WHAT THIS TASK INVOLVES
Every line below that includes "halo" counts toward the total. Report that total alone.

DATA SHOWN
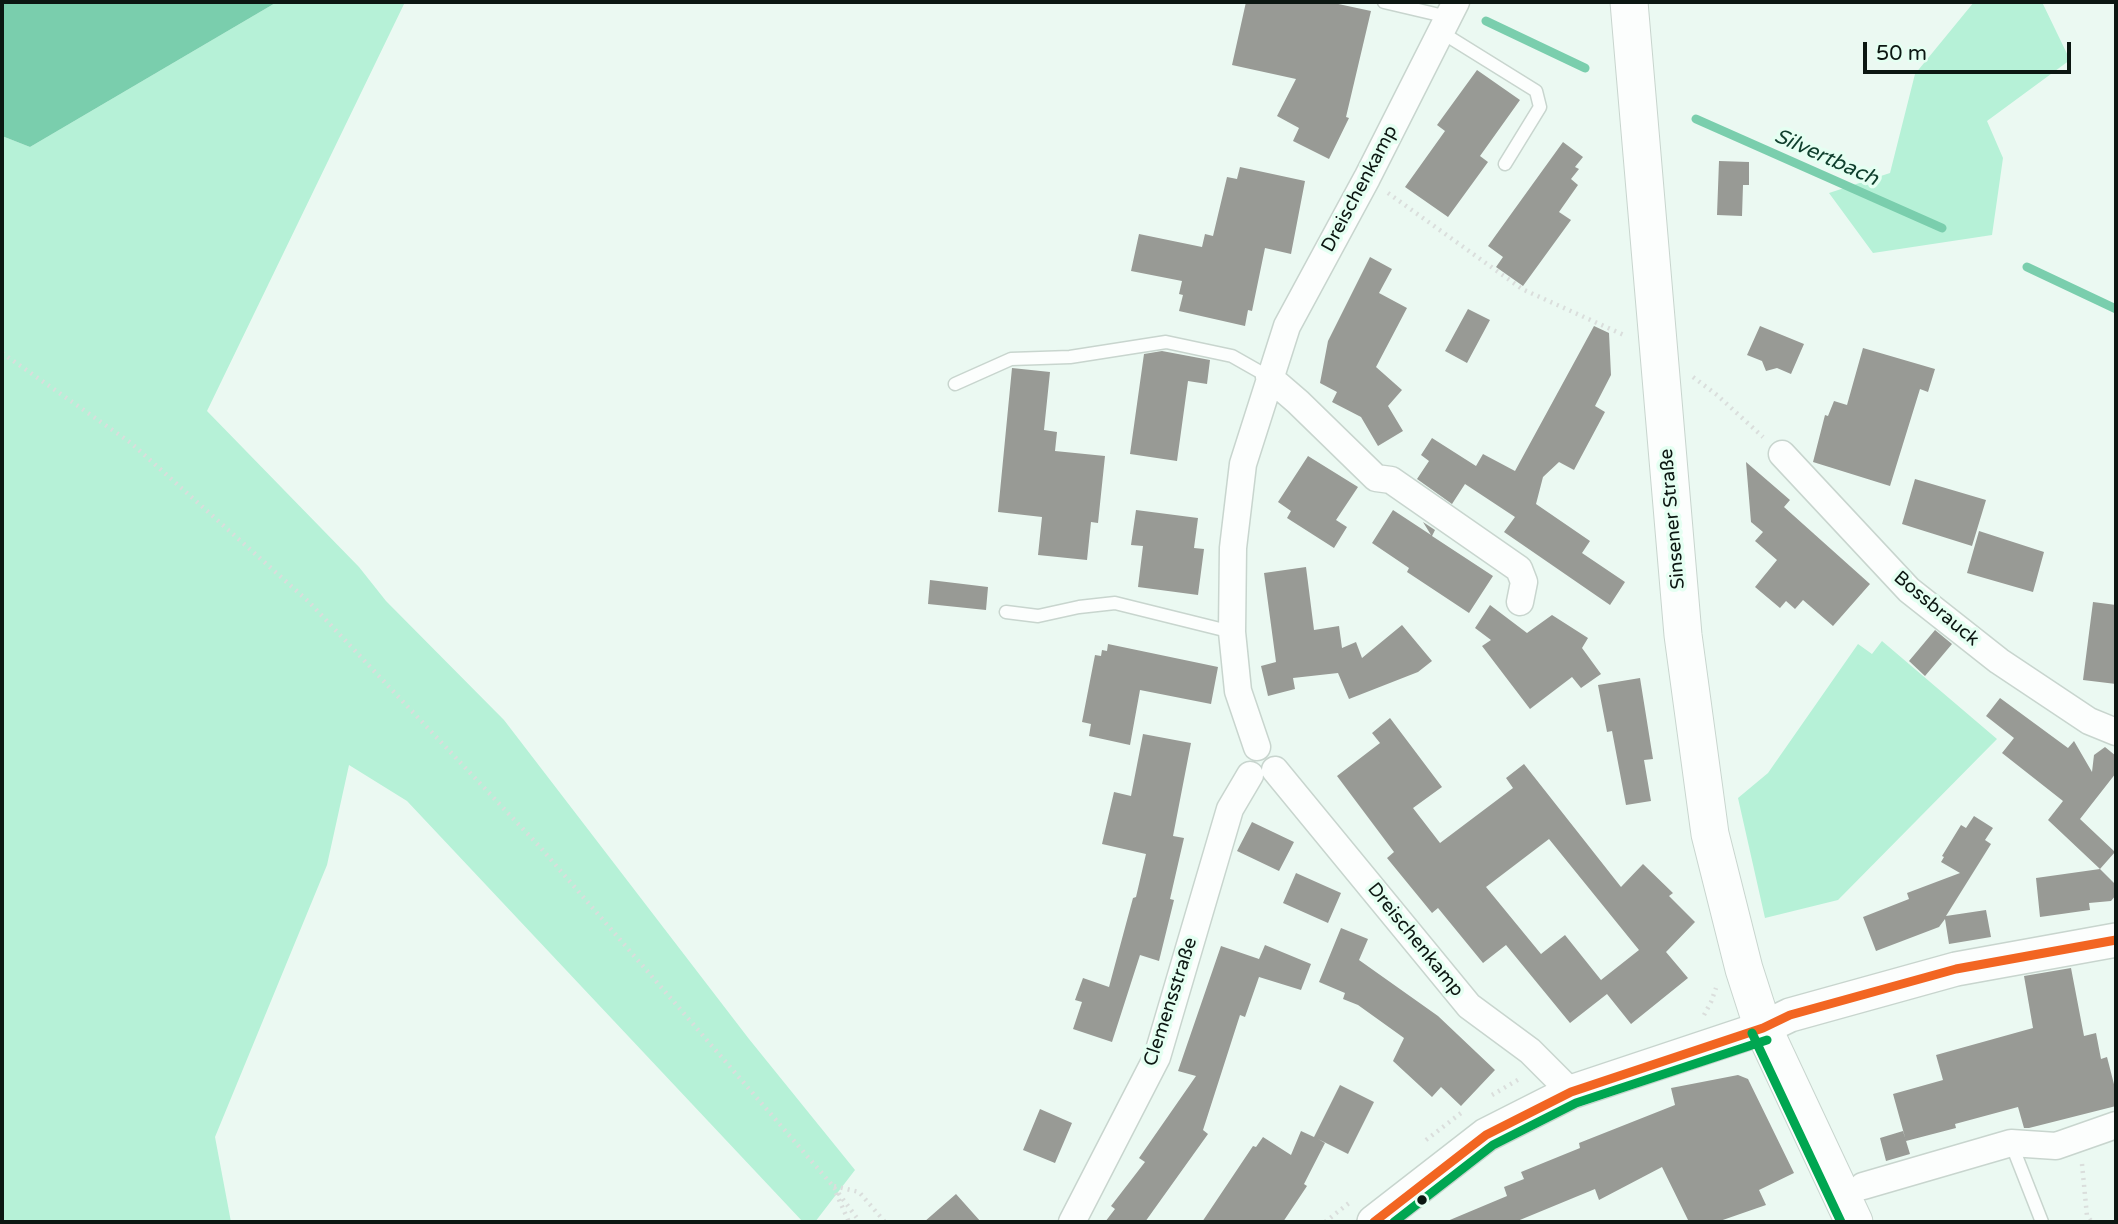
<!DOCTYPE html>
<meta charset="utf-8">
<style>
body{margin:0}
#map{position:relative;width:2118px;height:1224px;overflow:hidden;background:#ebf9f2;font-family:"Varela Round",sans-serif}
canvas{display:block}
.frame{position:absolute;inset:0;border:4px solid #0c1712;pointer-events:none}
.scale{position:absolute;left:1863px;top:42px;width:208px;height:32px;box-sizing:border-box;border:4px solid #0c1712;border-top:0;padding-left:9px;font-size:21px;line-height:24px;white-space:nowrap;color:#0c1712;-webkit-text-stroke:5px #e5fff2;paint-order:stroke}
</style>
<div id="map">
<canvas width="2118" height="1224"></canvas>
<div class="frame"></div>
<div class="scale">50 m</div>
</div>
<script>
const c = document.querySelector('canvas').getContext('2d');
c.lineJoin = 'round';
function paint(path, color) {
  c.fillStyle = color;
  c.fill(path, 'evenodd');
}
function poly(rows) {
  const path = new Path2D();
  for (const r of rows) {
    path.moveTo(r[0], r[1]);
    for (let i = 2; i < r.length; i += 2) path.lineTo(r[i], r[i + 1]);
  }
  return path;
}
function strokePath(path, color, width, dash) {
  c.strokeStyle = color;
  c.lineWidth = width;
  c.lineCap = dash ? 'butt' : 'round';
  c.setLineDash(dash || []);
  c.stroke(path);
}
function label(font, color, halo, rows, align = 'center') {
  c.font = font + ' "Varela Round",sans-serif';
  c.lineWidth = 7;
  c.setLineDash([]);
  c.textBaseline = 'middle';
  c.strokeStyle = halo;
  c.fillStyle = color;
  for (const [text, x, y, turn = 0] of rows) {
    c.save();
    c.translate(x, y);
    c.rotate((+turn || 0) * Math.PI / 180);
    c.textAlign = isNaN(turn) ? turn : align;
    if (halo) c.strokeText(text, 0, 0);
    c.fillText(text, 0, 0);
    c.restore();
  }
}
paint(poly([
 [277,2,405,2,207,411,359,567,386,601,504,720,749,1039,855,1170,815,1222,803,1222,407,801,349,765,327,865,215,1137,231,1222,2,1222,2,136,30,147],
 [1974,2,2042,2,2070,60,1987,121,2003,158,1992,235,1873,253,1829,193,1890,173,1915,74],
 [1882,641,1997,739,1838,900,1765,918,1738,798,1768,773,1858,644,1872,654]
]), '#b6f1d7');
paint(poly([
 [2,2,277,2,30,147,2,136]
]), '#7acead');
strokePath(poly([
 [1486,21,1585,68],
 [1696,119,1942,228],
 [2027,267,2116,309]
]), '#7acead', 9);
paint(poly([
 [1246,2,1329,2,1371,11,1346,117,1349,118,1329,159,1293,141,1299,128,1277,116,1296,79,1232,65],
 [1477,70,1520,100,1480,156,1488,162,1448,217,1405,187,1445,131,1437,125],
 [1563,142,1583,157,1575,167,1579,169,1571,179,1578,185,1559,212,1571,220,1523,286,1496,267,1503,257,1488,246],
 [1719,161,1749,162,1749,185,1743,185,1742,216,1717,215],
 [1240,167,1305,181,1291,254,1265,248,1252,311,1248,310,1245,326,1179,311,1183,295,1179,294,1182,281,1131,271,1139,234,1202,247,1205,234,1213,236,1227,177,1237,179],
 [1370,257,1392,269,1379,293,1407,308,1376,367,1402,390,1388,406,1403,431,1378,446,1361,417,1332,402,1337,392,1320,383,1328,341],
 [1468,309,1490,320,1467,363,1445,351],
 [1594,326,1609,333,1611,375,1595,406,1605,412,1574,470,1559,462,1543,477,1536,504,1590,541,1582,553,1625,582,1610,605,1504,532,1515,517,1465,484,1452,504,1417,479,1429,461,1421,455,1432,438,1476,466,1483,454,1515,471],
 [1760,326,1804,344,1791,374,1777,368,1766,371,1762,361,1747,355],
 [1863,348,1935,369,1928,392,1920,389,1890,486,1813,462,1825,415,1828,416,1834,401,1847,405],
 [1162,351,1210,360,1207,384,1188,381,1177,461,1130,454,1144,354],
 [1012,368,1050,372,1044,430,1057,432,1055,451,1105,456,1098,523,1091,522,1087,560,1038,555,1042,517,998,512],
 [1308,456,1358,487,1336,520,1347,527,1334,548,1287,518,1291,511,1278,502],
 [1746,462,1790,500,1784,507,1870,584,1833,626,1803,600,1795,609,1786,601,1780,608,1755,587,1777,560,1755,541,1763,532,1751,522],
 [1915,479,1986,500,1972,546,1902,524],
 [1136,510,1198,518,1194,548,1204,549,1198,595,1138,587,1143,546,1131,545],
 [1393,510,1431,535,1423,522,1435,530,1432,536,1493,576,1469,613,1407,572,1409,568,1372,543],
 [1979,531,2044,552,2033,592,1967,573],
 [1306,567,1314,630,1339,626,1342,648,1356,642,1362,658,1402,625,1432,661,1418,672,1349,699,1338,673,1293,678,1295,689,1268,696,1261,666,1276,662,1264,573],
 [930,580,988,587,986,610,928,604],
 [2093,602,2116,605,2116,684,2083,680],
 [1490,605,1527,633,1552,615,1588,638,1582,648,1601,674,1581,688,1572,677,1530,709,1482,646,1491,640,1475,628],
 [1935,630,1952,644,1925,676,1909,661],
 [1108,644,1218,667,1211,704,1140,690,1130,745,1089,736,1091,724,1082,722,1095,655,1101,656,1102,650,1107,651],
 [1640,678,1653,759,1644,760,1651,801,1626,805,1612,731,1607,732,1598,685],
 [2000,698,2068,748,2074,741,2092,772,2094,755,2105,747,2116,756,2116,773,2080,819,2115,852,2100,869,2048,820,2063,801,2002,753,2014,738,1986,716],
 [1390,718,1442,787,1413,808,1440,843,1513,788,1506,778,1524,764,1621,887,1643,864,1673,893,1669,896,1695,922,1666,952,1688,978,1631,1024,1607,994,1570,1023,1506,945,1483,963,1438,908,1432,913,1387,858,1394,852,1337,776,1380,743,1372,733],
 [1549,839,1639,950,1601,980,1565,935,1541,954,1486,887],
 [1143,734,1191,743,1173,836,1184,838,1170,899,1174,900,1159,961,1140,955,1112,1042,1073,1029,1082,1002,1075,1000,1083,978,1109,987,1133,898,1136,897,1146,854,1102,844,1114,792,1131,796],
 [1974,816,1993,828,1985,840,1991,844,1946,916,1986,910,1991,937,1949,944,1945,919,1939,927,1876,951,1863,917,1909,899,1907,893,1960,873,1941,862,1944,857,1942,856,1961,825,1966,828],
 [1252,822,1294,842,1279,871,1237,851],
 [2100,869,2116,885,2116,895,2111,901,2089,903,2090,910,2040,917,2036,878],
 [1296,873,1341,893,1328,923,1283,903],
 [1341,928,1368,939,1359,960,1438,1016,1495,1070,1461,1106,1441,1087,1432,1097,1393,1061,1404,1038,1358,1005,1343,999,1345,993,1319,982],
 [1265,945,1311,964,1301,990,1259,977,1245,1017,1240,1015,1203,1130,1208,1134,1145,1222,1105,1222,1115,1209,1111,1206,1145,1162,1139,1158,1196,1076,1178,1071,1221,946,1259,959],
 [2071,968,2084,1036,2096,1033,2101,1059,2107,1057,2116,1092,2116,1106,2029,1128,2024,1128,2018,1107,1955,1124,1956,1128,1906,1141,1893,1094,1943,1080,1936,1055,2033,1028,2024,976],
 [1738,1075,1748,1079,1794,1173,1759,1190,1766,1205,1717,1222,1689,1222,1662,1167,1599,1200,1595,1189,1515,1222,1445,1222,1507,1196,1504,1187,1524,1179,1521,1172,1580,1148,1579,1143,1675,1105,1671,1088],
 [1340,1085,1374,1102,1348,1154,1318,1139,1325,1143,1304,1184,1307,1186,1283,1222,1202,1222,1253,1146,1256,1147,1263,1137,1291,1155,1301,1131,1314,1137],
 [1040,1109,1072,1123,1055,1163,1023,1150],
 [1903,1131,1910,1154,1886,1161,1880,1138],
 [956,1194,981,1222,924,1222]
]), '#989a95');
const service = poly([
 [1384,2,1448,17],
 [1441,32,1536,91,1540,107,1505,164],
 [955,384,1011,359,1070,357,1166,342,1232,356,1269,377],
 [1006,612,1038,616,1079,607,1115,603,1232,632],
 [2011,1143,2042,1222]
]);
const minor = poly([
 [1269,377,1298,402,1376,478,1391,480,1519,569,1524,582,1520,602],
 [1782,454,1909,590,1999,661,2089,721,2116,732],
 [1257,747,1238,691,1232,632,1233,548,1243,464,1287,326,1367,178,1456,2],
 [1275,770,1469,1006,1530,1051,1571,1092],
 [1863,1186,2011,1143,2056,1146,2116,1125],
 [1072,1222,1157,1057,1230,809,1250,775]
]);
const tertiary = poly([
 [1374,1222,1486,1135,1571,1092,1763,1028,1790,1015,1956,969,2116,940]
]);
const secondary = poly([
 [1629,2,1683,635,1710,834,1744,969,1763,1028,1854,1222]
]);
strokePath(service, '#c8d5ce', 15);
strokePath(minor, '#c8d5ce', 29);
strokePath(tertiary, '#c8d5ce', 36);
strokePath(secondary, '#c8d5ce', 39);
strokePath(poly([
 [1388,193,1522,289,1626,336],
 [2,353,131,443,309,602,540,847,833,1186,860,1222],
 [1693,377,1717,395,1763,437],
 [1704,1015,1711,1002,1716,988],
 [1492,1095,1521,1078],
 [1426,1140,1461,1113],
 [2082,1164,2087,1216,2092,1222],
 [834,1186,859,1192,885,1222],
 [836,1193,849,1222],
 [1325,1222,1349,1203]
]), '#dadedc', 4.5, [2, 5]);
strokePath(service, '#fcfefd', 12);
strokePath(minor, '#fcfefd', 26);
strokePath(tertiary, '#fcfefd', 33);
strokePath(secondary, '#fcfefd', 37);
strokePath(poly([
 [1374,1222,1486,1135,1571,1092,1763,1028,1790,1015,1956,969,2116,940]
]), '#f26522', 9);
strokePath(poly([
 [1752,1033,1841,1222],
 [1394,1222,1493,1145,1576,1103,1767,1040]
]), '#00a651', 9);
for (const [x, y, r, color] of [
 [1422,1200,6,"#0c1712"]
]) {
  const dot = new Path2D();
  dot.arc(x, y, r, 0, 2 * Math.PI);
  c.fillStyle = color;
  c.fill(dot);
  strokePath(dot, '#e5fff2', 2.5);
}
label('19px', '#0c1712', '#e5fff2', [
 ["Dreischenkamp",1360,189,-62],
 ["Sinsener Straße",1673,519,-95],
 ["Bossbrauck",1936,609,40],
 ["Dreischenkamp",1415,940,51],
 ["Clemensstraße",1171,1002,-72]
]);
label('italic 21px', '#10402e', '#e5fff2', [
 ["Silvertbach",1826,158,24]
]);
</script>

WRITTEN REPLY
3